**ACTION ITEM**.
Identify each line below that contains the word "rotate", and copy it out.

%%

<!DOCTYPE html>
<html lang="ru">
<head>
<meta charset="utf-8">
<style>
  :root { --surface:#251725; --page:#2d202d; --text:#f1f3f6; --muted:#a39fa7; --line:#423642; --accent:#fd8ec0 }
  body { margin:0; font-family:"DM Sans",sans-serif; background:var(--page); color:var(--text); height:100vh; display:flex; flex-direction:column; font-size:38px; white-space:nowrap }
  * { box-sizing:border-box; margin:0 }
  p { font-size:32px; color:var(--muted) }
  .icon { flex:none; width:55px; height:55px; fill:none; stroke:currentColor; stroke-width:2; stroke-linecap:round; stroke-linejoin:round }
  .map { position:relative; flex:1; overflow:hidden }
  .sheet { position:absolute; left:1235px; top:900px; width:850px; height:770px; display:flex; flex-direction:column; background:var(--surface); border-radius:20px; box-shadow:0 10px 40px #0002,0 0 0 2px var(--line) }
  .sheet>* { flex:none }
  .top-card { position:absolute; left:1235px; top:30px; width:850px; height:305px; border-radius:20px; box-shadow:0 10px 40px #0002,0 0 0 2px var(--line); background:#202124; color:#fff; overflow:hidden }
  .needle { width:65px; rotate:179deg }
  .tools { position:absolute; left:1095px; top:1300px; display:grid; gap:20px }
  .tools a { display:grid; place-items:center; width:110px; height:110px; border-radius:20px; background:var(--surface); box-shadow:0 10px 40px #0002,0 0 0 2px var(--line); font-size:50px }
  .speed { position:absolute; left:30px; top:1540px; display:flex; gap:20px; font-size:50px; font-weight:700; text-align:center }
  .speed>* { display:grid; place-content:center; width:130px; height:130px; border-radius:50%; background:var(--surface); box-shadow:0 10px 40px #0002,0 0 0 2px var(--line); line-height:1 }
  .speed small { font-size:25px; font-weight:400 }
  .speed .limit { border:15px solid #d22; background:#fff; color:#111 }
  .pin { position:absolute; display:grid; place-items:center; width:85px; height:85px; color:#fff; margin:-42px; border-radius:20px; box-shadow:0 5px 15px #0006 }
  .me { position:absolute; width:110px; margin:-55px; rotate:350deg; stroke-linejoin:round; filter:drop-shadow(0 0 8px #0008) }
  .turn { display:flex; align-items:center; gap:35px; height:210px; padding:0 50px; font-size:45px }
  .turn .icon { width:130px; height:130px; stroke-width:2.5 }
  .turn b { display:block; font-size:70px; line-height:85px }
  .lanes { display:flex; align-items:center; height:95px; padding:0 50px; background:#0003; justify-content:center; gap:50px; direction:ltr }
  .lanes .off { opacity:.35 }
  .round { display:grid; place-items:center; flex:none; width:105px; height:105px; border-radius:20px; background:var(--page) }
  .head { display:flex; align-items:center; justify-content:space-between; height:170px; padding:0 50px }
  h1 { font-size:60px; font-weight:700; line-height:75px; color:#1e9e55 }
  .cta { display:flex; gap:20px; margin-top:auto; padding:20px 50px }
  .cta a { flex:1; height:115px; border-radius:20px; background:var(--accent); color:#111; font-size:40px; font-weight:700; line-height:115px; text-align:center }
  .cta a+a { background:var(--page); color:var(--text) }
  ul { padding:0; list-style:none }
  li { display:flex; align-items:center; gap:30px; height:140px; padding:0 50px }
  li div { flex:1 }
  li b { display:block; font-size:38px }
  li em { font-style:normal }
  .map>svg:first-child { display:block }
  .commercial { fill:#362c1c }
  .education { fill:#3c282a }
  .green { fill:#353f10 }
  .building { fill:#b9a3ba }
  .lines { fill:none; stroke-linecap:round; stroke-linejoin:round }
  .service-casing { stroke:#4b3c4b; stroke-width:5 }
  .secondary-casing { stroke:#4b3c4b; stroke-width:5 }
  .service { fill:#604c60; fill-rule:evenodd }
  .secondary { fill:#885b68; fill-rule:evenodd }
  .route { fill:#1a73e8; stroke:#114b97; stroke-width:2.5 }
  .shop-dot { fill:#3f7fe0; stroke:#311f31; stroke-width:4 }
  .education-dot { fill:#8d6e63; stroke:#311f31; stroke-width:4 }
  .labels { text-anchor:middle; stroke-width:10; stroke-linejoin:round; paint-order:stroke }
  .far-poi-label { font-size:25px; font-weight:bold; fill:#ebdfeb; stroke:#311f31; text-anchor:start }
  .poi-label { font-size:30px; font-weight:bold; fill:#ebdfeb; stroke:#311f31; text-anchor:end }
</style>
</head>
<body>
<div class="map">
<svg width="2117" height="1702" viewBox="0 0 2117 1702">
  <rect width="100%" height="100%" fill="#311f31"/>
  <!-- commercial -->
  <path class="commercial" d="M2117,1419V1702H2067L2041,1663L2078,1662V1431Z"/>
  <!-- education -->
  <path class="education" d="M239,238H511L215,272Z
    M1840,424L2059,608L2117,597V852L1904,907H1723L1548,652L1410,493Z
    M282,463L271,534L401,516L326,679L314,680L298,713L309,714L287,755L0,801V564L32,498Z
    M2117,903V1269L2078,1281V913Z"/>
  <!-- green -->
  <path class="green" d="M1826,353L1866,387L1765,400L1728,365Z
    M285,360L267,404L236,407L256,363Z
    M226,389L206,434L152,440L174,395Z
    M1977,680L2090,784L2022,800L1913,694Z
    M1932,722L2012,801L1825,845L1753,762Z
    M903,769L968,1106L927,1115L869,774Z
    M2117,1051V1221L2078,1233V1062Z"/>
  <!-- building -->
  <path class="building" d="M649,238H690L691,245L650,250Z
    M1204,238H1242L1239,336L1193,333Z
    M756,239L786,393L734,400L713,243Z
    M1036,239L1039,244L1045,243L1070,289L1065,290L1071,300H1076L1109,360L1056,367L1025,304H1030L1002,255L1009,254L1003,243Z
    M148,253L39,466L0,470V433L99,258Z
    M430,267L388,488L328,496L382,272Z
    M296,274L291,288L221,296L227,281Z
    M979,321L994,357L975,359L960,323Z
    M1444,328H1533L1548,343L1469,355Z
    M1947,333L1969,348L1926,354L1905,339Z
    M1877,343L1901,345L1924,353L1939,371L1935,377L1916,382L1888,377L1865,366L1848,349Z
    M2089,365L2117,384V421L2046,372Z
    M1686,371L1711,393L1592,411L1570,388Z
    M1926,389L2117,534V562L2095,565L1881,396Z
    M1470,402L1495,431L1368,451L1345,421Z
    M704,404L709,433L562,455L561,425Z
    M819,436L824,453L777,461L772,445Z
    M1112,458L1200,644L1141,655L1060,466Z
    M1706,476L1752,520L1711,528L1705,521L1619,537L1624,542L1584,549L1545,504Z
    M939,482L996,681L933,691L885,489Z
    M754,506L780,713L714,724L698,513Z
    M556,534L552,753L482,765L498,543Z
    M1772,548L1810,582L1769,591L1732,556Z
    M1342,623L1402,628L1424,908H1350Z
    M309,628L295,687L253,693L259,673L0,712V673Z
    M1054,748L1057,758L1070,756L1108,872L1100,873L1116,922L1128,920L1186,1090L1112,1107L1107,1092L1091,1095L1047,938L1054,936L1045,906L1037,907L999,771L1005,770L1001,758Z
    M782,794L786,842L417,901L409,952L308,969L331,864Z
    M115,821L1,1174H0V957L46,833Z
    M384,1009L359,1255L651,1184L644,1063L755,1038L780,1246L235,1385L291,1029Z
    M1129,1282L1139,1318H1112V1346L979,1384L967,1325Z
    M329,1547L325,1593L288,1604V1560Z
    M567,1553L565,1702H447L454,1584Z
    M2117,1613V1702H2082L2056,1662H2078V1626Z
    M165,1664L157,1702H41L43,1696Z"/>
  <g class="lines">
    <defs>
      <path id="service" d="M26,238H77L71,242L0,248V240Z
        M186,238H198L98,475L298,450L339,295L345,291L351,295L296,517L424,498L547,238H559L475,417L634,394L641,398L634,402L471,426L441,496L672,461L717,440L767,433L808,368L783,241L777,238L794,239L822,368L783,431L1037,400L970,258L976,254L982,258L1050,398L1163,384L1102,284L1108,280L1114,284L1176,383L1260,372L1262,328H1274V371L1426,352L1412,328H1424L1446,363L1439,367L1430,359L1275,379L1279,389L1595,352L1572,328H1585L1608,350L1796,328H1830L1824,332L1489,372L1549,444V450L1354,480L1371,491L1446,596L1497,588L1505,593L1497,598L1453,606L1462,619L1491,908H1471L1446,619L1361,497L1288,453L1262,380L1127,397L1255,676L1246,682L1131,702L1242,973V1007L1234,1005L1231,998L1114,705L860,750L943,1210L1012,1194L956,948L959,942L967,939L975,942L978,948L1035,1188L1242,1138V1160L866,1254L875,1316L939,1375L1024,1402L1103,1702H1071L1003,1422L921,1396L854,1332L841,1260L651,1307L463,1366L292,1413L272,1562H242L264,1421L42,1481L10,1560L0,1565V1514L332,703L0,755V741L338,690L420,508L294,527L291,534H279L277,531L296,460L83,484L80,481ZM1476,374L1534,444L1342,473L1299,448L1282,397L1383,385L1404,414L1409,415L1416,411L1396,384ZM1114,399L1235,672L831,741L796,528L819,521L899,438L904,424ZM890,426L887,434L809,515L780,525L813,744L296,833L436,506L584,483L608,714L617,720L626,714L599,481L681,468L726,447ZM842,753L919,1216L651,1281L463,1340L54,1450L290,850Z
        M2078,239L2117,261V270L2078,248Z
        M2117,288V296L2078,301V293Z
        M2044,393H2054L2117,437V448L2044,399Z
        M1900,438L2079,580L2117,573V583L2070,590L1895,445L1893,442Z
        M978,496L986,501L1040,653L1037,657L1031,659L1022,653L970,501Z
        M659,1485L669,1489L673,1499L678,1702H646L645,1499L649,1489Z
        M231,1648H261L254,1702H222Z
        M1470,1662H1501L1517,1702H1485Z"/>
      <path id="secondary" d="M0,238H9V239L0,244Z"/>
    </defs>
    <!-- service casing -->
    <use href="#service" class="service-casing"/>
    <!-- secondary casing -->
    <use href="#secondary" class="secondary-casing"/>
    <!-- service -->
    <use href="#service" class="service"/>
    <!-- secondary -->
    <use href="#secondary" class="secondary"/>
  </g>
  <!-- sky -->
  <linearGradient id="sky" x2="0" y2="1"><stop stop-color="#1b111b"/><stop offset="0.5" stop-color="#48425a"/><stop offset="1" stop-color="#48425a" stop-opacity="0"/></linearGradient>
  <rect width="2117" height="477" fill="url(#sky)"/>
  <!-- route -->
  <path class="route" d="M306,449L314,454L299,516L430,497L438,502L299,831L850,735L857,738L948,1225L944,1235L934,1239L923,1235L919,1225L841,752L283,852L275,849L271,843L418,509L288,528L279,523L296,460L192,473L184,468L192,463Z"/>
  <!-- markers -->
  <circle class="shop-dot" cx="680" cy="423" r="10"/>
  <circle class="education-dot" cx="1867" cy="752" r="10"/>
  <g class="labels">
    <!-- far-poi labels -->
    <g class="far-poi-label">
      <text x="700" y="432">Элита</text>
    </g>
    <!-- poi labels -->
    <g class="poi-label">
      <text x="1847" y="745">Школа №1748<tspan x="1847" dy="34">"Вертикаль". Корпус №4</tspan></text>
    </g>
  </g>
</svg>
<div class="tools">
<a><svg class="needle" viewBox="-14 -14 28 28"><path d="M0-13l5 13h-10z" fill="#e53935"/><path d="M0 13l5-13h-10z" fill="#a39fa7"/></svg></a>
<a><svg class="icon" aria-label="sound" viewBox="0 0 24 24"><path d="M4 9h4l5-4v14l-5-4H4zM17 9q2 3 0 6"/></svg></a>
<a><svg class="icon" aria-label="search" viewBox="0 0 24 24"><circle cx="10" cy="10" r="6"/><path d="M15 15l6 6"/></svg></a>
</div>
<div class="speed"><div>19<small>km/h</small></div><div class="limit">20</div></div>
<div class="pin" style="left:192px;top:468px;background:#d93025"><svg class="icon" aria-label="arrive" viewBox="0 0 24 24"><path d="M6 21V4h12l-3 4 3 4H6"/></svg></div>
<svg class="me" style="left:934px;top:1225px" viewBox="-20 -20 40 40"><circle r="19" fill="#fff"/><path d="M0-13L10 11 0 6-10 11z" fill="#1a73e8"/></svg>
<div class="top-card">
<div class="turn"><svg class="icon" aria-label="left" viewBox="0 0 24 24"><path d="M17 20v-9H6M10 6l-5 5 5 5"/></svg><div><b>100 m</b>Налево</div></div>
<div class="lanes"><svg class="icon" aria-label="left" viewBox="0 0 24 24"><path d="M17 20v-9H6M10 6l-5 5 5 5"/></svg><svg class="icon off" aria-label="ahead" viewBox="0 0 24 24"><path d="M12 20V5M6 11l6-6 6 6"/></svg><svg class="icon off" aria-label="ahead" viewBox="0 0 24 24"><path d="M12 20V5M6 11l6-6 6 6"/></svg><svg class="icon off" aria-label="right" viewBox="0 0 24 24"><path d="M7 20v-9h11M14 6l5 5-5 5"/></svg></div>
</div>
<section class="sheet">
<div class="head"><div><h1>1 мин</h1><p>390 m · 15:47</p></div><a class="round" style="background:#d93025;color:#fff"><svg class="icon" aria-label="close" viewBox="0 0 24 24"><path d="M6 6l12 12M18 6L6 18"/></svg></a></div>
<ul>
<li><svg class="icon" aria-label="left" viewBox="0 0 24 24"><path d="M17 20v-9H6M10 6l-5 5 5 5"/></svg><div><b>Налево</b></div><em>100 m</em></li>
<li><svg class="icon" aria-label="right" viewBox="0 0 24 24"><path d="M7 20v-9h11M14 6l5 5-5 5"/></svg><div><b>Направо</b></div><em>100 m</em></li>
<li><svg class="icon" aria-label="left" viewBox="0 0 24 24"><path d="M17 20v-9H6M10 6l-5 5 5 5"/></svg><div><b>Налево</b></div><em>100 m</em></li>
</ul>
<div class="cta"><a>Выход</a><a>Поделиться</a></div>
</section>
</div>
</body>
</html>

%%

**PROBLEM SOLUTION**.
  .needle { width:65px; rotate:179deg }
  .me { position:absolute; width:110px; margin:-55px; rotate:350deg; stroke-linejoin:round; filter:drop-shadow(0 0 8px #0008) }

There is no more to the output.